WHAT TO DO: Print each line below verbatim, skipping every picture.
*** SOURCE MATERIAL Section Begins ***
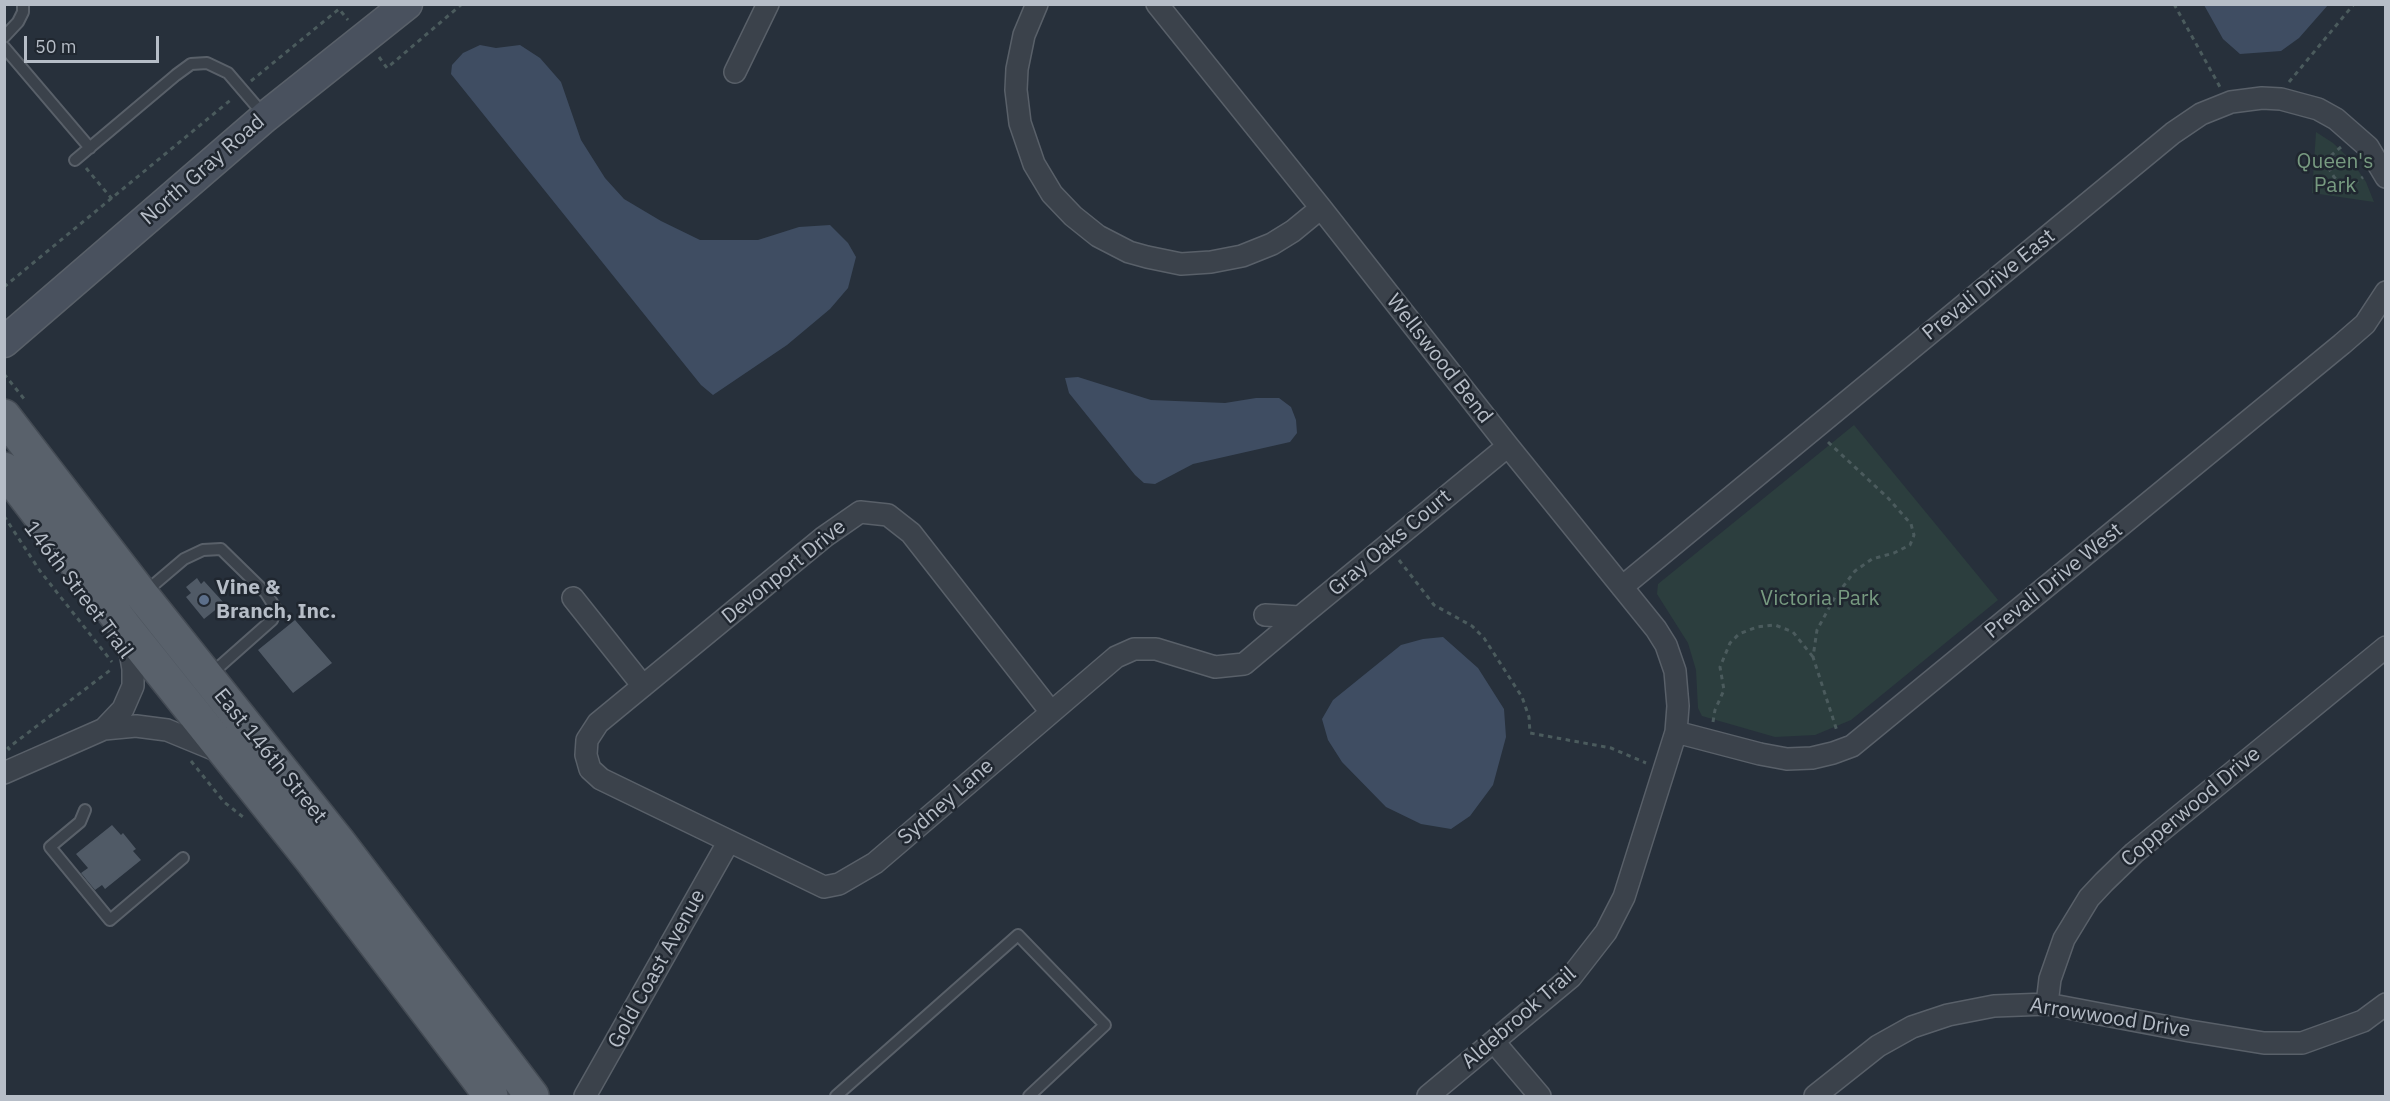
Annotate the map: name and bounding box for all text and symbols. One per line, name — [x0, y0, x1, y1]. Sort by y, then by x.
scale bar — [27, 24, 162, 62]
text: 50 m — [35, 35, 77, 58]
street label: North Gray Road — [136, 109, 270, 231]
park label: Queen's Park — [2297, 149, 2373, 199]
street label: Prevali Drive East — [1918, 224, 2060, 346]
street label: Wellswood Bend — [1381, 289, 1497, 429]
street label: Gray Oaks Court — [1323, 484, 1457, 602]
street label: Devonport Drive — [717, 514, 851, 630]
street label: 146th Street Trail — [18, 516, 138, 664]
street label: Prevali Drive West — [1980, 518, 2128, 644]
place label: Vine & Branch, Inc. — [216, 575, 336, 625]
park label: Victoria Park — [1760, 586, 1880, 612]
marker: Vine & Branch, Inc. — [197, 593, 211, 607]
street label: East 146th Street — [208, 684, 332, 828]
street label: Copperwood Drive — [2116, 741, 2266, 873]
street label: Sydney Lane — [893, 754, 999, 850]
street label: Gold Coast Avenue — [603, 885, 711, 1053]
street label: Aldebrook Trail — [1457, 962, 1581, 1074]
street label: Arrowwood Drive — [2028, 993, 2192, 1043]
*** SOURCE MATERIAL Section Ends ***
ANSWER FOR THIS EXERCISE:
Annotate the map: name and bounding box for all text and symbols. One per line, name — [x0, y0, x1, y1]. Sort by y, then by x.
scale bar — [27, 24, 162, 62]
text: 50 m — [35, 35, 77, 58]
street label: North Gray Road — [136, 109, 270, 231]
park label: Queen's Park — [2297, 149, 2373, 199]
street label: Prevali Drive East — [1918, 224, 2060, 346]
street label: Wellswood Bend — [1381, 289, 1497, 429]
street label: Gray Oaks Court — [1323, 484, 1457, 602]
street label: Devonport Drive — [717, 514, 851, 630]
street label: 146th Street Trail — [18, 516, 138, 664]
street label: Prevali Drive West — [1980, 518, 2128, 644]
place label: Vine & Branch, Inc. — [216, 575, 336, 625]
park label: Victoria Park — [1760, 586, 1880, 612]
marker: Vine & Branch, Inc. — [197, 593, 211, 607]
street label: East 146th Street — [208, 684, 332, 828]
street label: Copperwood Drive — [2116, 741, 2266, 873]
street label: Sydney Lane — [893, 754, 999, 850]
street label: Gold Coast Avenue — [603, 885, 711, 1053]
street label: Aldebrook Trail — [1457, 962, 1581, 1074]
street label: Arrowwood Drive — [2028, 993, 2192, 1043]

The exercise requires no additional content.